Exercise directions:
Transcribe the full listing below, word for word, without pictures.

--- --- ---

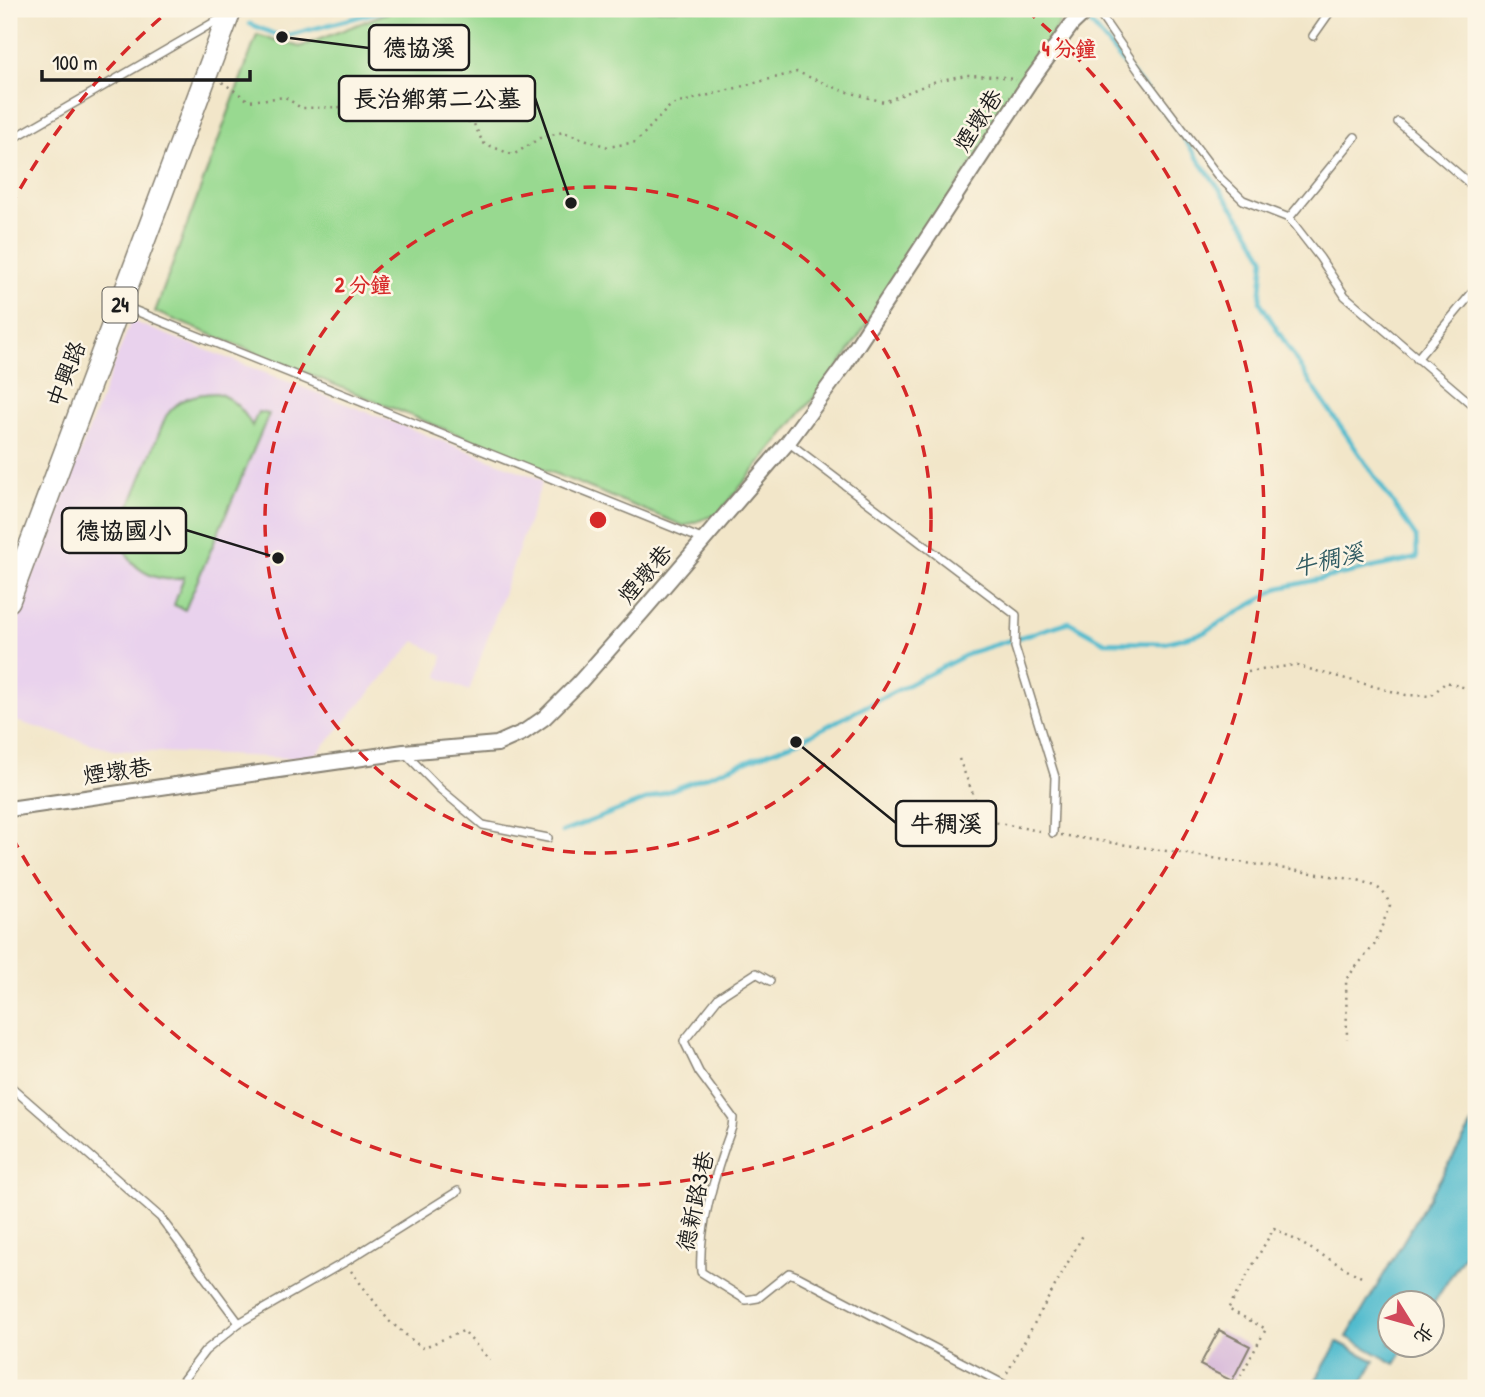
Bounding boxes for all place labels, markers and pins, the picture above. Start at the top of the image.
callout: 德協溪 [369,25,469,70]
callout: 長治鄉第二公墓 [339,76,535,121]
callout: 德協國小 [62,508,186,553]
centre of rings [586,508,610,532]
callout: 牛稠溪 [896,801,996,846]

--- --- ---

Task response:
Bounding boxes for all place labels, markers and pins, the picture above. Start at the top of the image.
callout: 德協溪 [369,25,469,70]
callout: 長治鄉第二公墓 [339,76,535,121]
callout: 德協國小 [62,508,186,553]
centre of rings [586,508,610,532]
callout: 牛稠溪 [896,801,996,846]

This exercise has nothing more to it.